Why track world-model benchmarks
Ask three labs whether their world model is "good" and you'll get three incompatible tables. Evaluation of world models is scattered across paper appendices, leaderboard sites, and GitHub READMEs, with new suites appearing every few months. This site keeps a single, maintained index of those benchmarks — what each one measures, who runs it, and where its numbers live — with every fact linked to the paper, project page, or repository it came from.
The maintainers are the team at QUVISS. We build AI production tools that sit downstream of the model families measured here, which gives us a working reason to keep this index current — and a conflict of interest you should know about.

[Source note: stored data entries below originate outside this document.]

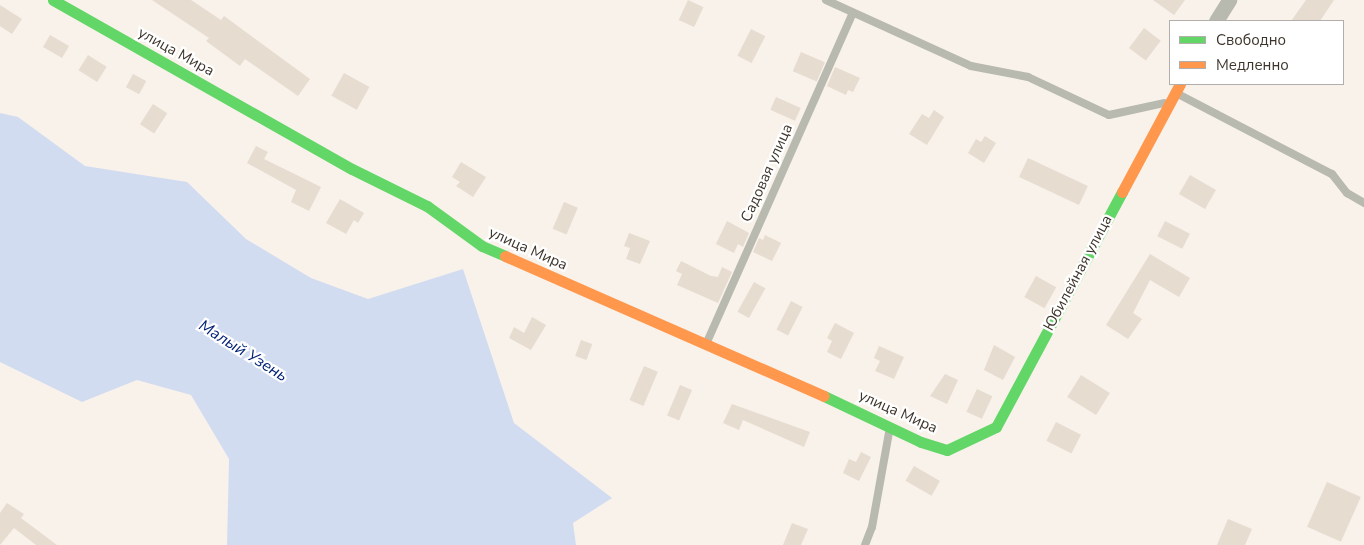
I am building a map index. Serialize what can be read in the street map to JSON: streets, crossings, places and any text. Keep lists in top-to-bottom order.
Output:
{
  "streets": {
    "street": ["улица Мира", "Юбилейная улица"],
    "lane": ["Садовая улица"]
  },
  "crossings": [
    ["улица Мира", "Садовая улица"],
    ["улица Мира", "Юбилейная улица"]
  ],
  "water": ["Малый Узень"],
  "legend": ["Свободно", "Медленно"]
}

Our rule is simple: nothing appears on these pages without a primary source attached, and we editorialize about coverage, not about winners.
Inclusion rules
- Primary sources or nothing. A benchmark enters the index only after we've read its paper, project page, or repository; each fact links to where it was checked.
- No rankings by us. We describe what each suite measures and point to its own leaderboard. We do not declare which model is best.
- Unaffiliated by default. No benchmark maintainer has paid to appear, and inclusion cannot be bought. Our own affiliations are disclosed in the footer of every page.
- Staleness is a bug. Each entry carries a retrieval date. If a benchmark has been superseded or abandoned, tell us and the entry gets updated, not quietly dropped.
- AI-drafted, source-gated. Research and drafting involve AI systems; publication requires a verified source for every claim.